Both the amplitude of jaw yaw (Ry) during SC and that of condylar retraction-protraction showed a consistent direction of change in half of the animals studied in which a post-treatment difference was observed. On one hand, Ry was significantly reduced after the transection in animals 6, 9 and 13 (Figure 7B). On the other hand, unilateral LN transection resulted in an increase in the amount of jaw retraction during jaw closing and protraction during jaw opening in animals 5, 7 and 9 (Figures 7C and 7D). Note however that, jaw retraction in animal 9, this was only the case for the left chews (Figure 7C) whereas the amplitude of jaw retraction did not differ for right chews.

Discussion

We initially hypothesized that unilateral LN transection would differentially affect ipsilateral and contralateral chewing cycle temporal and kinematic parameters because chewing is unilateral and the tongue is essential in placing and maintaining the bolus between the teeth during chewing. In our study, side-dependent effects were limited to a decrease in condylar retraction in only one of the six animals tested. For all other animals, treatment × side interaction terms were not significant, demonstrating that ipsi- and contralateral chewing cycles were affected similarly by loss of sensation in the anterior tongue, rejecting our initial hypothesis. This is likely because sensory information from other sources, e.g., the teeth and jaw muscles, play an integral role in the modulation of chewing. Because pigs routinely alternate chewing sides from one chew to the next (Herring & Scapino, 1973), a behavior we also observed, information from the contralateral side of the tongue could be used to inform food management ipsilateral to the lesion. This would also be consistent with previous research on other animal models suggesting that feed-forward and anticipatory mechanisms are used to alter the motor output for modulating gape cycle temporal parameters by incorporating information from prior chews (Ross et al., 2010; Ross et al., 2007).

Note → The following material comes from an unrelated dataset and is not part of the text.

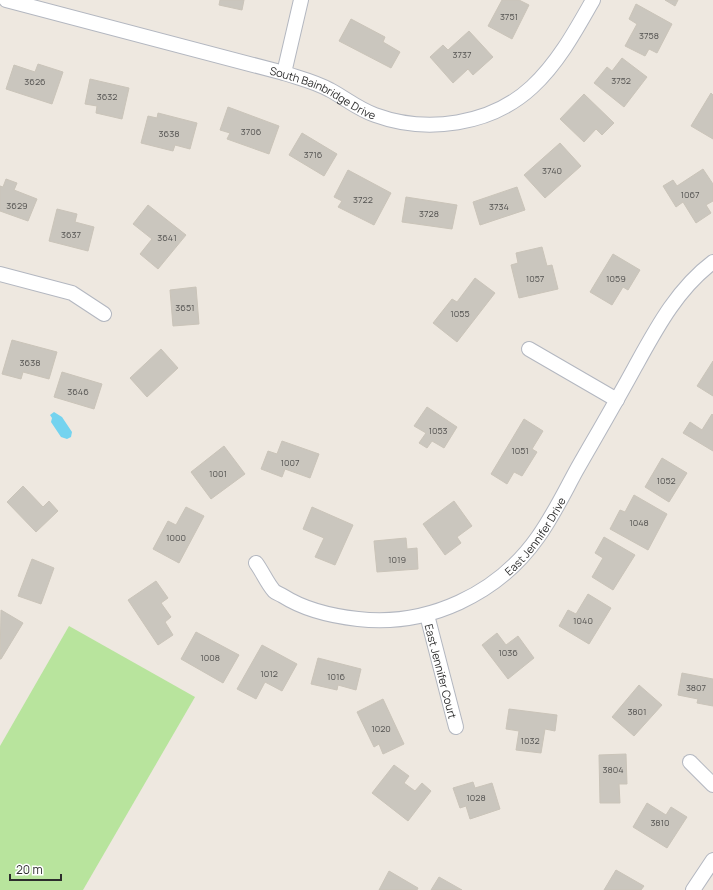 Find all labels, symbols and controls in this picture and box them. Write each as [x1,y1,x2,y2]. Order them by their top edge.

In the context of our study, unilateral LN transection altered some aspects of jaw dynamics in every individual, either in their spatial and temporal components of jaw movements. Unilateral LN injury had only a moderate impact on the temporal parameters of jaw movements, and there was little consistency between the animals who did show pre- and post-transection differences. Looking more closely at the temporal parameters, it is interesting that jaw-closing phases were largely unaffected (Figures 5A-B) compared to the opening phases (Figures 5C-D). Whereas only 1 animal showed changes to the duration of the closing phases (animal 5), 4 of the 6 pigs showed post-lesion changes to SO, FO or both. During the slow phases of the gape cycle (i.e., SC and SO), the tongue is primarily engaged with the teeth to support the bolus and/or is beginning to manipulate the bolus for transport (Thexton & McGarrick, 1989). Maintaining temporal consistency in the forceful parts of the chewing cycle could be a mechanism to protect the tongue from injury because it preserves the timing of jaw-tongue coordination. We investigated relative phase durations to determine whether there were predictable tradeoffs between cycle phases. However, such trade-off in duration only occurred in two animals, albeit differently (Figure 6). Following the lesion, one animal (7) maintained gape cycle duration while significantly decreasing SC and increasing SO. In another animal (5), total gape cycle duration decreased, largely due to decreases in FC and SO, which more than offset the increase in SC. Thus there is no evidence that unilaterally eliminating lingual sensation results in reciprocal changes between phases.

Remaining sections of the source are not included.